What Shouldn’t I Do When Trying to Increase My Web Presence?

Search engine optimization is not usually the top of the list to think about for business owners who are seeking to establish or grow their web presence. The objective is usually to simply increase their business’ exposure on the web, and sometimes the question of how to increase it with quality doesn’t come up. This is the job of a truly good SEO professional: develop their clients’ web presence with quality.

Because the question of quality consistently doesn’t come up, we see a lot of missteps when it comes to a business trying to grow its web presence. Here’s a short list of what not to do.

Don’t have multiple duplicate websites for your business.

This is a common tactic from businesses targeting aggressive growth. The primary pitfall from this tactic: Google encourages sites to avoid duplicate content, since it can confuse the algorithm when it comes to figuring out which one to list, and which to ignore. Further down the road, tracking your total web traffic (which you’ll want to do) becomes tedious if you have five websites from which to collect data.

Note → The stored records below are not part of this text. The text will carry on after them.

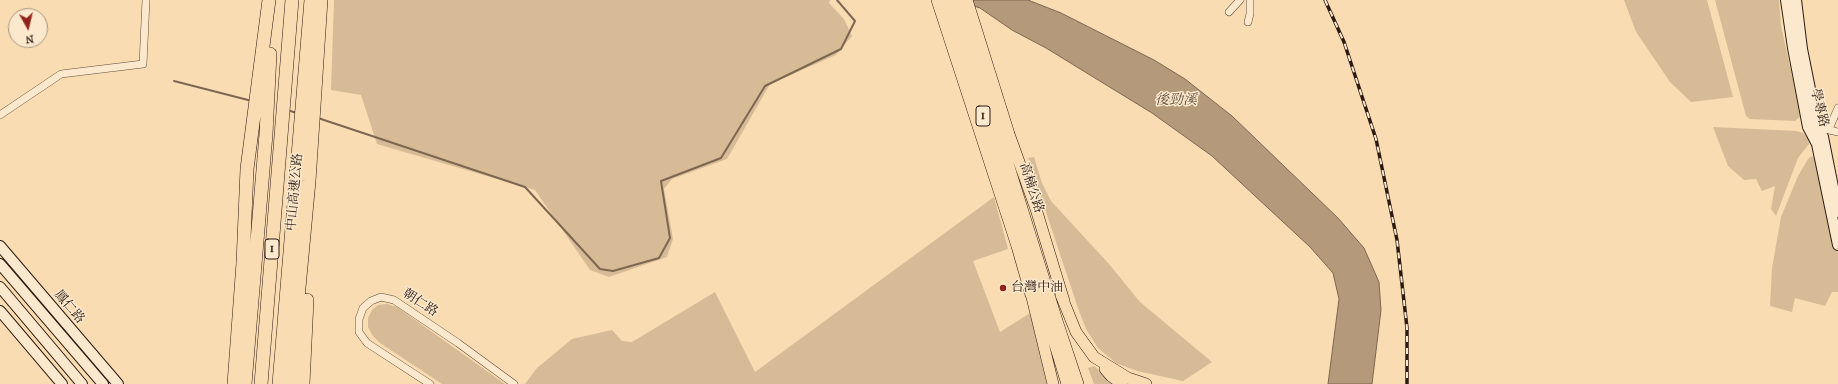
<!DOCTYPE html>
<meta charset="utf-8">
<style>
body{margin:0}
#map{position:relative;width:1838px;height:384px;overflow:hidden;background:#fadcb2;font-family:"IM FELL French Canon",serif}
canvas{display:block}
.north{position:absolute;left:8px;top:8px;width:40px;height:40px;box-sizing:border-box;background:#fce8cd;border:1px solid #a99682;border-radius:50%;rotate:172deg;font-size:11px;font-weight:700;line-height:16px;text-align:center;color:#2d1b11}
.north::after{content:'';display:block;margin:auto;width:14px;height:18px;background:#8f2418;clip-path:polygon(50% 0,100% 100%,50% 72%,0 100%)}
</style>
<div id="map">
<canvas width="1838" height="384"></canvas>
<div class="north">N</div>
</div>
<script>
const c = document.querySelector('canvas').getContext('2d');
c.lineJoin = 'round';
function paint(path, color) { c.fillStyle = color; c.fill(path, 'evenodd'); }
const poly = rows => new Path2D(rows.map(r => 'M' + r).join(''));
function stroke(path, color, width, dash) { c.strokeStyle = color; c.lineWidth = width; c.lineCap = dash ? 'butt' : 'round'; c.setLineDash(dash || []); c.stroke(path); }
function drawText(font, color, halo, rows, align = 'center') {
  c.font = font + ' "IM FELL French Canon","Noto Serif TC",serif'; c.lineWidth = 3; c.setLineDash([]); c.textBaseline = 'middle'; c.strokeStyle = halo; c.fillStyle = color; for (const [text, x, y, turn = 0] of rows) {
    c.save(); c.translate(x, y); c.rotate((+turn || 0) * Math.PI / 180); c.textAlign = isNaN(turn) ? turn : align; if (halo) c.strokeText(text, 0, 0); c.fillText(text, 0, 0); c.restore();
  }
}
const green = poly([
 [334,0,830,0,829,3,844,19,852,36,836,55,770,84,727,159,672,179,664,189,673,239,667,257,609,277,590,270,535,190,377,144,361,95,331,90],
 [1624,0,1707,0,1733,97,1691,102,1670,82,1636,32],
 [1715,0,1779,0,1781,26,1801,116,1795,121,1750,119,1746,116],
 [1713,127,1797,131,1803,133,1809,139,1809,144,1798,158,1776,216,1771,209,1775,186,1762,191,1756,179,1744,180,1728,166],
 [1812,156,1817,161,1838,254,1838,292,1832,292,1825,306,1795,298,1792,312,1770,306,1772,268,1781,217,1798,176,1808,159],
 [1034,157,1042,183,1051,201,1109,264,1140,302,1212,362,1183,381,1137,371,1116,363,1098,348,1086,329,1079,311,1028,158],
 [994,197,1008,249,973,261,1000,332,1030,313,1047,384,525,384,537,368,572,339,612,330,622,341,632,342,715,292,755,372],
 [387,304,397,307,505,384,442,384,380,343,373,336,368,327,368,318,372,310,378,305],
 [1094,366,1106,376,1117,384,1094,384,1088,368]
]);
const water = poly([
 [956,0,1028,0,1061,13,1154,60,1185,79,1232,116,1338,218,1364,248,1379,282,1381,310,1372,384,1328,384,1339,299,1333,273,1310,247,1212,156,1152,113,1046,48,1012,30,980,8,956,0]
]);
const stream = poly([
 [174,81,252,101],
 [287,110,297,113],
 [318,118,525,187,600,269,613,271,659,258,670,238,661,181,721,158,765,86,841,49,855,21,837,0]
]);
const street = poly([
 [1229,12,1240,0],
 [1248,22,1250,14,1250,0],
 [0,115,61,74,143,64,146,0],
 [1825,129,1838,132],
 [1829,129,1838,108],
 [430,384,367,343,359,332,359,319,363,308,371,301,381,297,394,300,458,343,514,384]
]);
const secondary = poly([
 [1786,0,1793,48,1808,127,1817,144,1838,245],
 [1796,0,1802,49,1818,129,1823,137,1838,212],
 [0,246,118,384],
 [0,264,103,384],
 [0,287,82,384],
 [0,311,62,384]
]);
const primary = poly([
 [937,0,1017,246,1031,295],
 [946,0,1015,214,1067,384],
 [957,0,1058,324,1078,384],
 [967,0,1009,134,1036,209,1064,301],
 [1030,289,1053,384],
 [1061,295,1076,332,1094,357,1128,378,1146,384],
 [1105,369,1111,376,1122,384]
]);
const highway = poly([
 [234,384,243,263,247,169,269,0],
 [245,384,266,134,270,54],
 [261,384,292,0],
 [279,384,311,0],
 [292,384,297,309,309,181,321,0],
 [303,384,307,300]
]);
const rail = poly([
 [1325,0,1344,42,1376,139,1397,240,1407,328,1407,384]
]);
const markers = [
 [1003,288,4,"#8f2418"]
];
const shields = [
 [983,116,14],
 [272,249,14]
];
const shieldNames = [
 ["1",983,116],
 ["1",272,249]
];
const streetNames = [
 ["學專路",1819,108,76],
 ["高楠公路",1031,188,72],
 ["中山高速公路",295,192,-85],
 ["朝仁路",420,303,33],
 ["鳳仁路",69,307,50]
];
const poiNames = [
 ["台灣中油",1011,288]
];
const waterNames = [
 ["後勁溪",1176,101]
];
paint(green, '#d7bb97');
paint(water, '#b49a7b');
stroke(water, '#7e6751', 1);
stroke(stream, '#7e6751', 2);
stroke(street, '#604b39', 8);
stroke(secondary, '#2d1b11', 12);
stroke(primary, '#2d1b11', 12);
stroke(highway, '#2d1b11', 14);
stroke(street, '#fce8cd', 7);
stroke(secondary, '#fce8cd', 10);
stroke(primary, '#fadcb2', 11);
stroke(highway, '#fadcb2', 13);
stroke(rail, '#2d1b11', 3.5);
stroke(rail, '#fce8cd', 2, [6]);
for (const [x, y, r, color] of markers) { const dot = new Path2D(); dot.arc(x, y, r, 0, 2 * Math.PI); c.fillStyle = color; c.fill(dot); stroke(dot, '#fce8cd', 1.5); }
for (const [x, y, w] of shields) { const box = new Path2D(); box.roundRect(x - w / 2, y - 10, w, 20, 3); c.fillStyle = '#fce8cd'; c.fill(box); stroke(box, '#2d1b11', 1); }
drawText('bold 12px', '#2d1b11', null, shieldNames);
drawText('13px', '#2d1b11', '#fce8cd', streetNames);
drawText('13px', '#2d1b11', '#fce8cd', poiNames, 'left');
drawText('italic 14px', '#634e3b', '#fce8cd', waterNames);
</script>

The better way to leverage numerous URLs for your business is to establish redirects in your domain registrar. Redirects will push users from the extra URLs you’ve purchased to your primary website. No worry about duplicate content or spam, and you can easily track your total traffic numbers.

Don’t buy spammy links.

It’s true that Google’s algorithm looks to links as a ranking factor. But the evaluation of a site’s link profile has matured since the early days of web search. Now, the raw number of links is only part of the picture; quality of those links is just as, if not more, important.

All that said, buying links in bulk from link-farms and spambot runners can be an effective way to link-bomb and get a boost in the rankings. Google is savvy to this, and in April of 2012 released a search algorithm update codenamed Penguin, which penalizes sites that have been detected as abusing link farms.

These are the two most common missteps from businesses trying to break into a long-established web market for their industry. Aggressive practices can pay off, but these two will not; one may actually get your site removed from search engine results pages for months at a time. The highest priority guidelines for growing your web presence can be distilled down to two ideas:

DON’T try to exploit Google’s algorithm (they’ll fix it);

DO be a partner in Google’s overall mission (deliver quality content and browsing experience to web users).

There’s a good amount of technical and strategic knowledge required to make best use of these rules; and that’s part of the value of professional Search Engine Optimization.